I don't see how you can get those different results using NumPHP:

$m1 = new NumArray([1,1,1,1]);
$m2 = new NumArray([1,3,5,7]);
$v = $m1->dot($m2);
echo "$v\n";
// NumArray(16)


$m1 = new NumArray([1,1,1,1]);
$m2 = new NumArray([1,3,5,7]);
$v = $m2->dot($m1);
echo "$v\n";
// NumArray(16)

$m1 = new NumArray([1,1,1,1]);
$m2 = new NumArray([1,3,5,7]);
$v = $m1->dot($m2->getTranspose());
echo "$v\n";
// NumArray(16)

$m1 = new NumArray([1,1,1,1]);
$m2 = new NumArray([1,3,5,7]);
$v = $m2->dot($m1->getTranspose());
echo "$v\n";
// NumArray(16)

$m1 = new NumArray([1,1,1,1]);
echo "$m1\n";
// NumArray([1, 1, 1, 1])
$m2 = $m1->getTranspose();
echo "$m1\n";
// NumArray([1, 1, 1, 1])

Given how confusing matrix operations can be, it seems helpful to have your code complain when you try to multiply mismatched matrices. It's also helpful to know if your matrix is a column vector or a row rector. It seems very fishy that calling getTranspose() returns something identical to the matrix you called it on.

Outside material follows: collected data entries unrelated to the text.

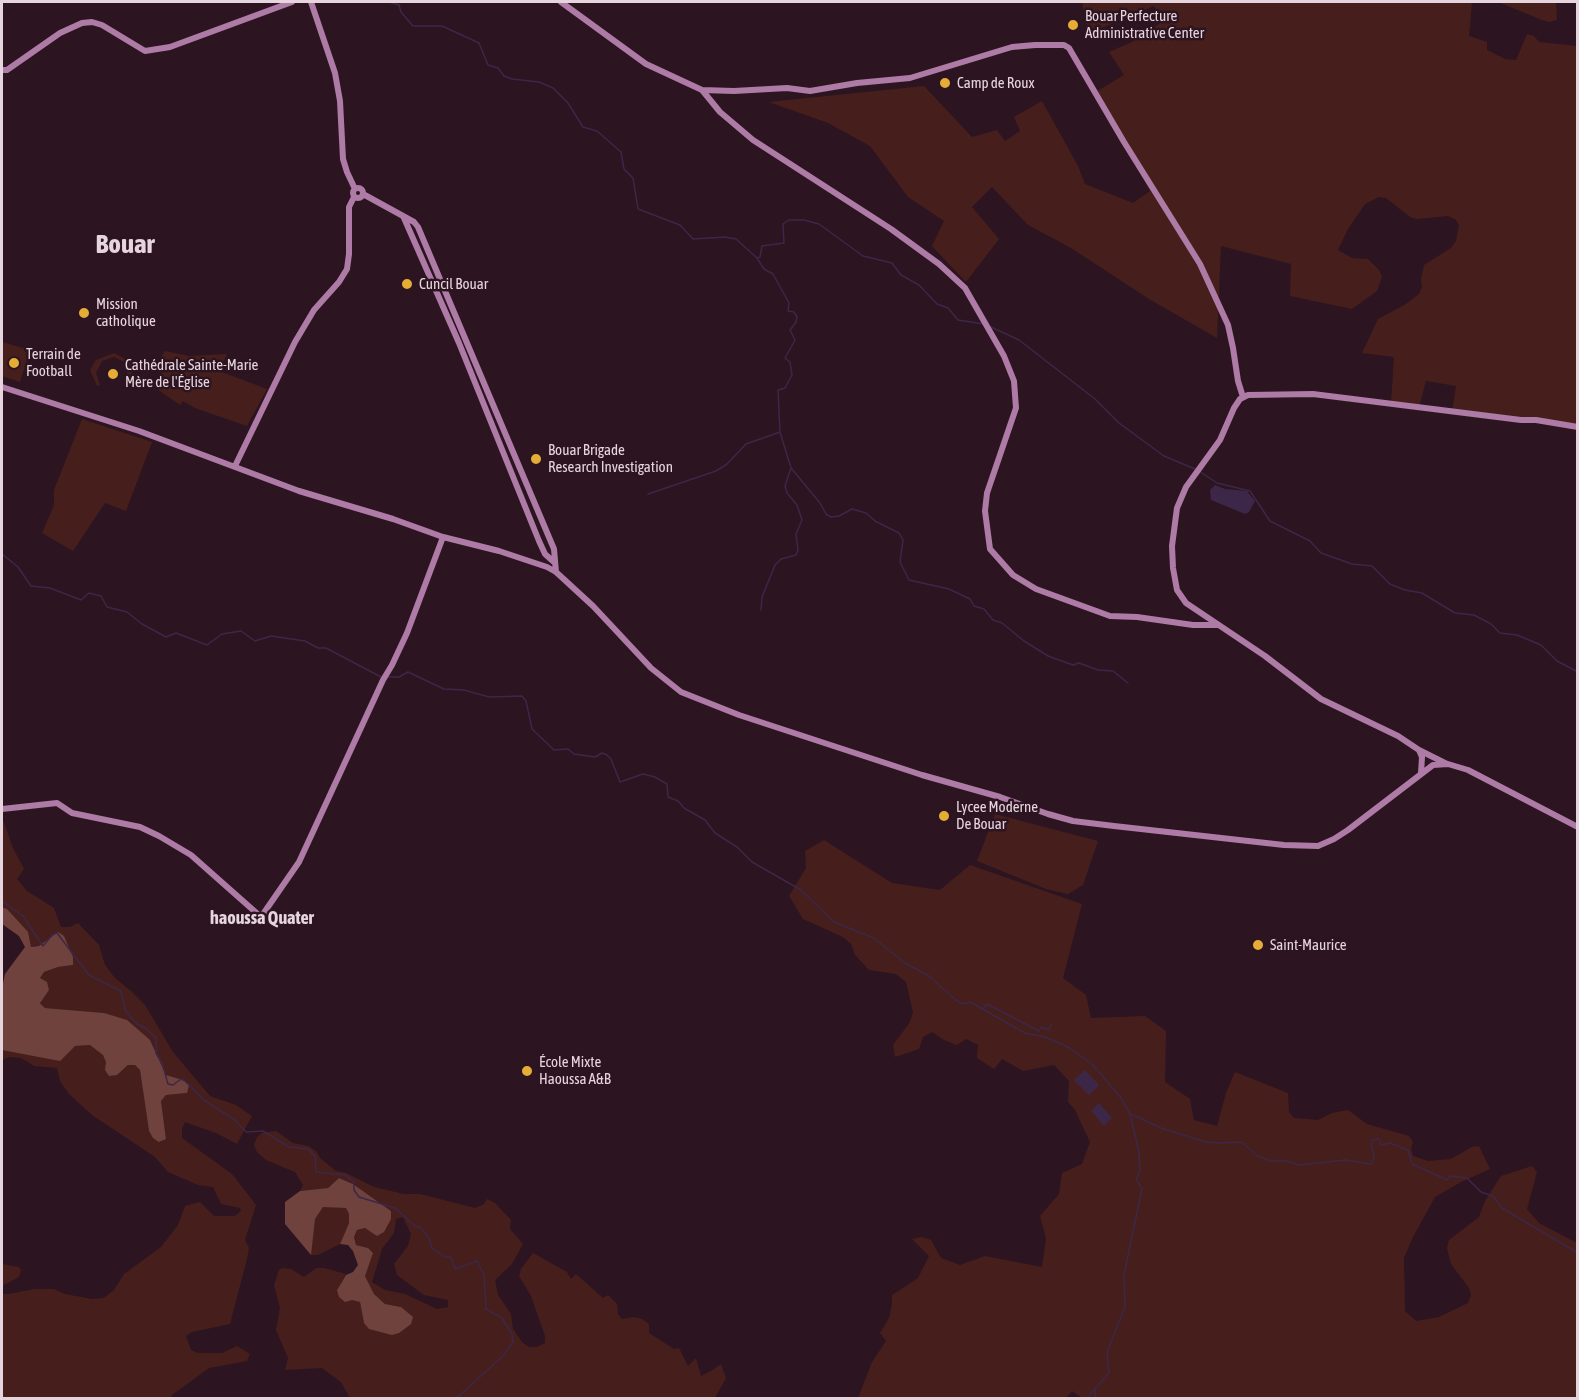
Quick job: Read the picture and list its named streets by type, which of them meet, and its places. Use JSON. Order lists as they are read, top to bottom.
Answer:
{
  "districts": ["Bouar", "haoussa Quater"],
  "places": [
    "Bouar Perfecture Administrative Center",
    "Camp de Roux",
    "Cuncil Bouar",
    "Mission catholique",
    "Terrain de Football",
    "Cathédrale Sainte-Marie Mère de l'Église",
    "Bouar Brigade Research Investigation",
    "Lycee Moderne De Bouar",
    "Saint-Maurice",
    "École Mixte Haoussa A&B"
  ]
}
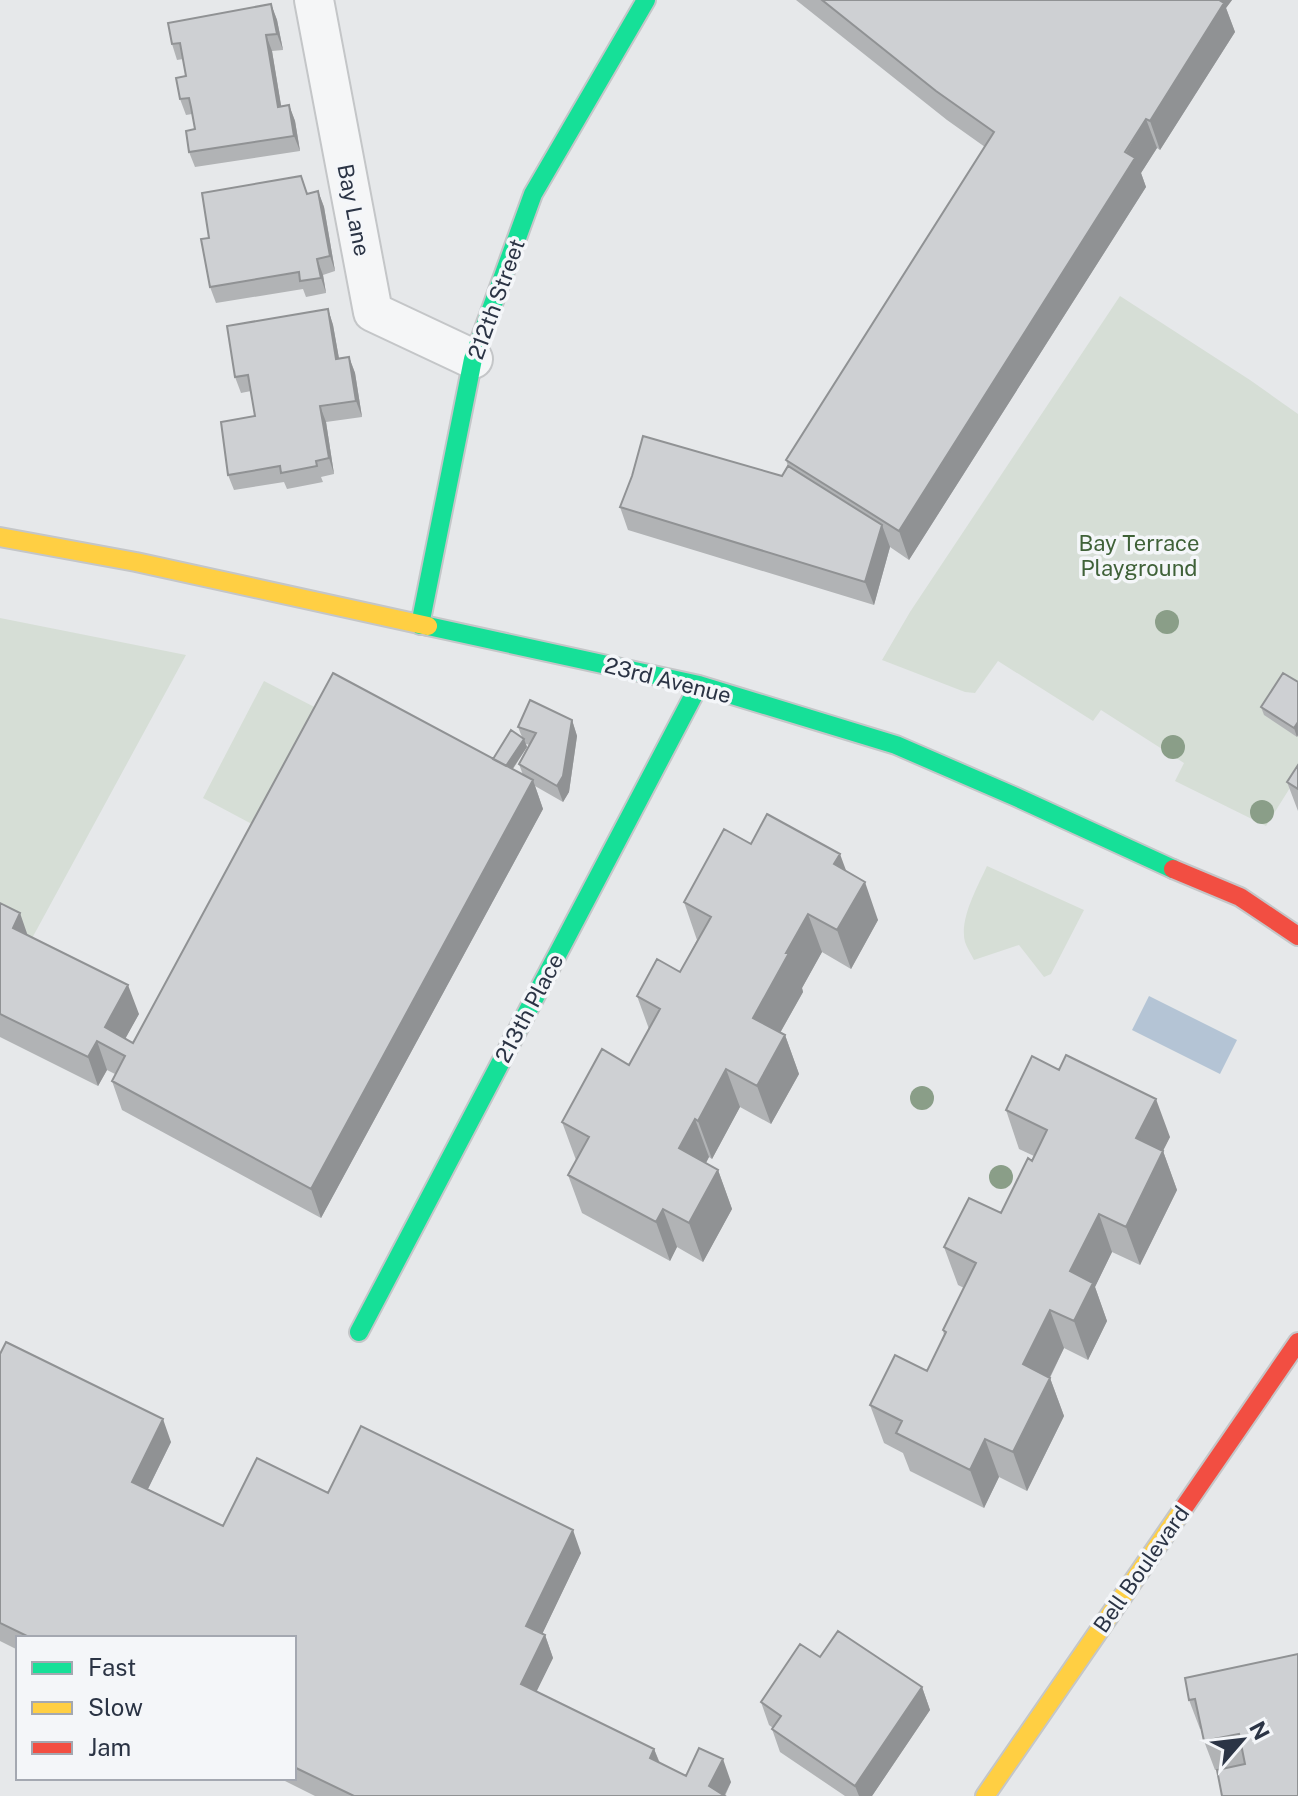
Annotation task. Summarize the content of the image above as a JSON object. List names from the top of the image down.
{
  "streets": {
    "street": [
      "Bay Lane",
      "212th Street",
      "23rd Avenue",
      "213th Place",
      "Bell Boulevard"
    ]
  },
  "crossings": [
    ["Bay Lane", "212th Street"],
    ["212th Street", "23rd Avenue"],
    ["23rd Avenue", "213th Place"]
  ],
  "parks": ["Bay Terrace Playground"],
  "legend": ["Fast", "Slow", "Jam"],
  "north": "top right"
}
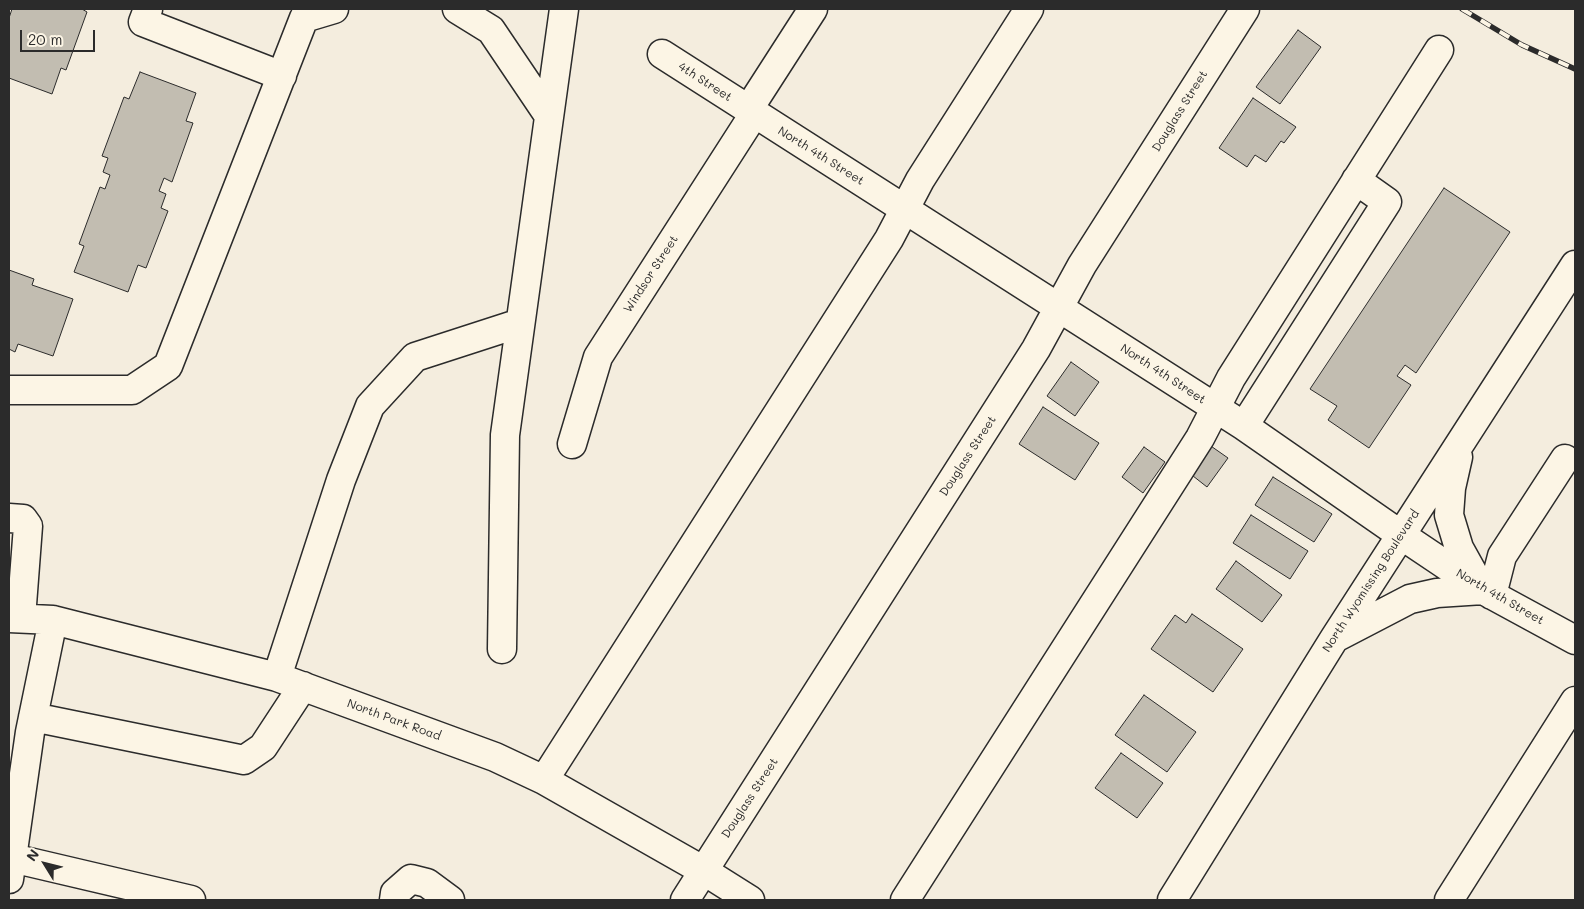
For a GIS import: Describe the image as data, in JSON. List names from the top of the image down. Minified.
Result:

EDIT: still more confusing:

$m1 = new NumArray([1,1,1,1]);
echo "$m1\n";
$m2 =new NumArray([[1],[3],[5],[7]]);
echo "$m2\n";


$v = $m1->dot($m2);
echo "$v\n";

output:

NumArray([1, 1, 1, 1])

NumArray([
  [1],
  [3],
  [5],
  [7]
])

NumArray([16])

Well... maybe I shouldn't have snipped the stuff I snipped.

Thing is, every tensor has a rank, scalars are rank 0, vectors have rank 1, matrices have rank 2, and so on; basically it's a matter of how deeply the array brackets are nested. Dot product/matrix multiplication mushes the last dimension of its first argument with the first dimension of its second argument. [1,1,1,1] isn't a 1×n matrix because it only has rank 1; a 1×n matrix has rank two (with dimensions 1 and n) and would be [[1,1,1,1]]. Nor is it a (rank-6) 1×1×1×1×1×n tensor. Or 1×1×1×n×1×1 for that matter.

Mushed together: elements are multiplied pairwise and the resulting products summed. For a rank-n tensor T and a rank-m tensor U their product is:

T                 · U                 = ∑ T              U
 t1,t2,t3,...,tn     u1,u2,u3,...,um    k  t1,t2,t3,...k  k,u2,u3,...,um

Where there's one of those equations for each possible assignment of array indices to t1, t2, …, um, and k ranges over array indices as well. Which means the product of a rank n tensor and a rank m tensor is a tensor with rank n+m-2 (indexed by t1,t2,...t(n-1),u2,u3...um; in a sense one rank goes away when you stop double-counting the dimension along which the two tensors were aligned and elements paired off, and the other gets lost in the summation).

Since two vectors are both rank 1, their product has rank 1+1-2=0 — it's just a number. Since two matrices are both rank 2, their product has rank 2+2-2=2. And the product of a vector and a matrix has rank 1+2-2=1; i.e. a vector.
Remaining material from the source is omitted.